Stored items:
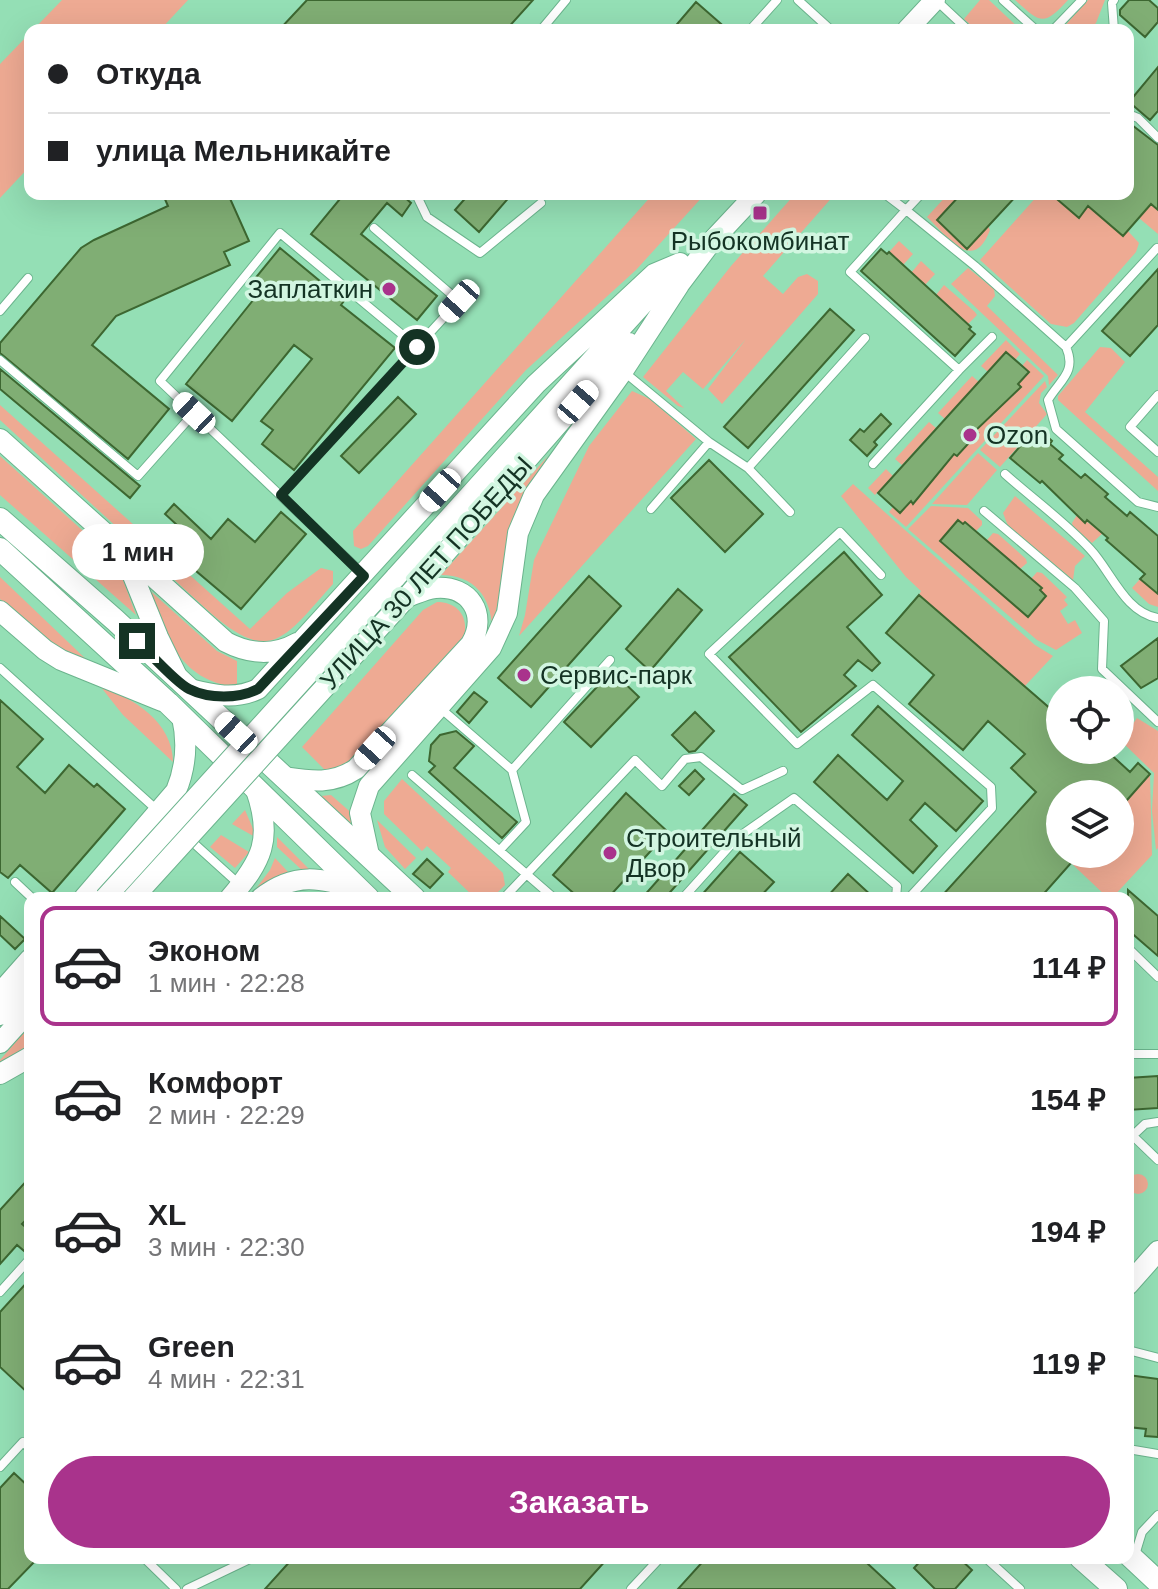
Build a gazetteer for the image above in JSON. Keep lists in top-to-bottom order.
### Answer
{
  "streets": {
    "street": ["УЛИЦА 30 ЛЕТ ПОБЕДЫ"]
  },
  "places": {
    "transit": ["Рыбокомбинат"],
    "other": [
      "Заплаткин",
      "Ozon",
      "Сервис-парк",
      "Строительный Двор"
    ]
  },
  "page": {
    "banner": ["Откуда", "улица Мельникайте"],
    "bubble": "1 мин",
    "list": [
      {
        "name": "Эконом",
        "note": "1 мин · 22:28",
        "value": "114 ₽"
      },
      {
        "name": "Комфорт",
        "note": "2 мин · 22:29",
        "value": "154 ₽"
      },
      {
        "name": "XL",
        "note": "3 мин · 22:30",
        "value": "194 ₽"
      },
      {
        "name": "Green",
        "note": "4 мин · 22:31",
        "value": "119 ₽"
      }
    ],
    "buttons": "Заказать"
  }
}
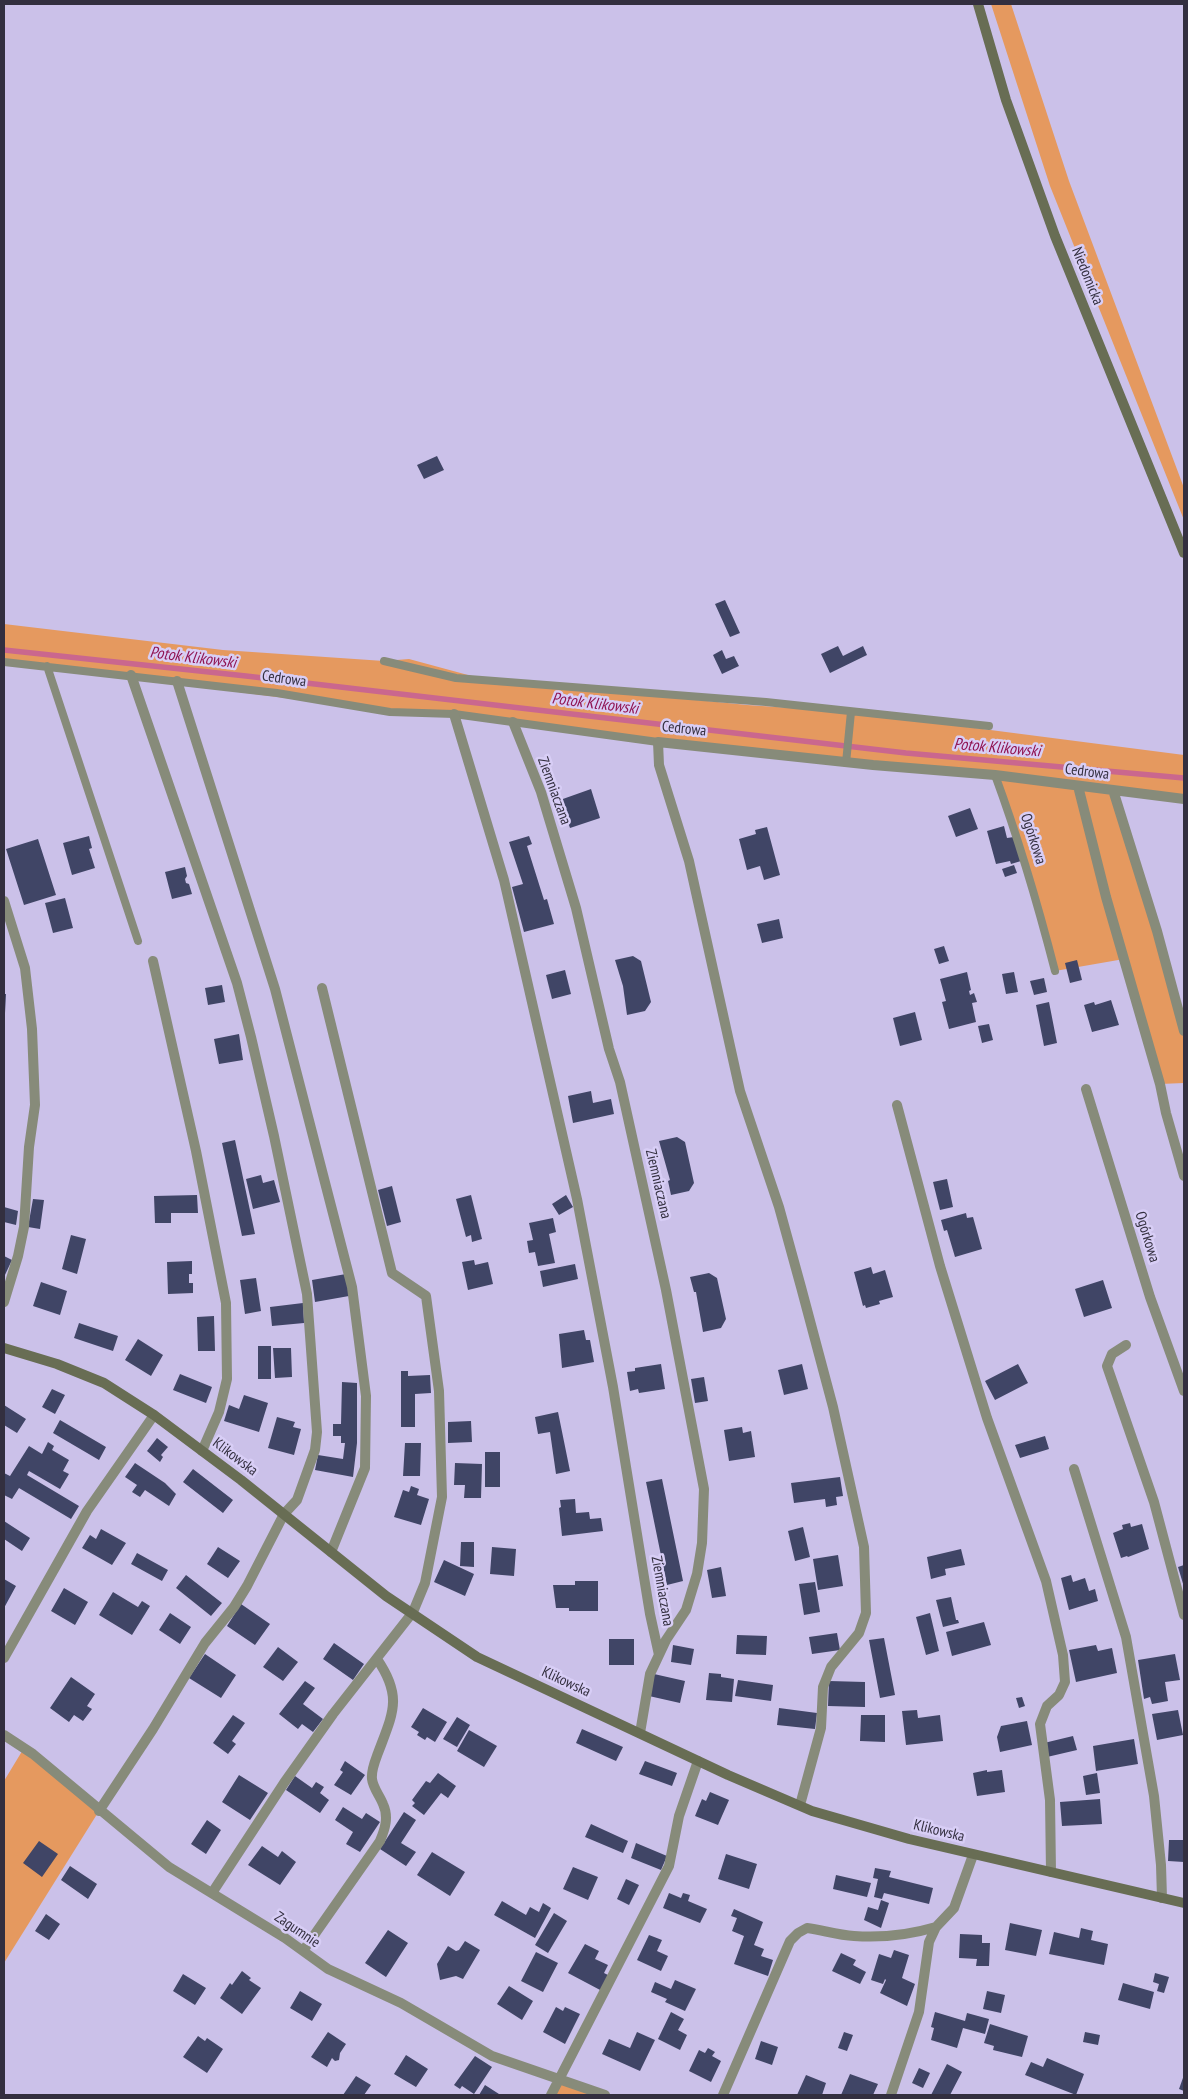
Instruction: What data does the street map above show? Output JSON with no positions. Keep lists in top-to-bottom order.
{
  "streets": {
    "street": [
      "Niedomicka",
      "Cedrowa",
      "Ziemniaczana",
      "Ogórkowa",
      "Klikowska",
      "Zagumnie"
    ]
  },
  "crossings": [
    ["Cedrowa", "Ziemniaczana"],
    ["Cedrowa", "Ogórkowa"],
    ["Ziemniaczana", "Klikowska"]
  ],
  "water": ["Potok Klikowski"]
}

## YOUR INSTRUCTIONS
Return the data exactly. Do not carry over any images.

## TASK RESPONSE
Build a gazetteer for the image above in JSON. Keep lists in top-to-bottom order.
### Answer
{
  "streets": {
    "street": ["УЛИЦА 30 ЛЕТ ПОБЕДЫ"]
  },
  "places": {
    "transit": ["Рыбокомбинат"],
    "other": [
      "Заплаткин",
      "Ozon",
      "Сервис-парк",
      "Строительный Двор"
    ]
  },
  "page": {
    "banner": ["Откуда", "улица Мельникайте"],
    "bubble": "1 мин",
    "list": [
      {
        "name": "Эконом",
        "note": "1 мин · 22:28",
        "value": "114 ₽"
      },
      {
        "name": "Комфорт",
        "note": "2 мин · 22:29",
        "value": "154 ₽"
      },
      {
        "name": "XL",
        "note": "3 мин · 22:30",
        "value": "194 ₽"
      },
      {
        "name": "Green",
        "note": "4 мин · 22:31",
        "value": "119 ₽"
      }
    ],
    "buttons": "Заказать"
  }
}
Instruction: What data does the street map above show? Output JSON with no positions. Keep lists in top-to-bottom order.
{
  "streets": {
    "street": [
      "Niedomicka",
      "Cedrowa",
      "Ziemniaczana",
      "Ogórkowa",
      "Klikowska",
      "Zagumnie"
    ]
  },
  "crossings": [
    ["Cedrowa", "Ziemniaczana"],
    ["Cedrowa", "Ogórkowa"],
    ["Ziemniaczana", "Klikowska"]
  ],
  "water": ["Potok Klikowski"]
}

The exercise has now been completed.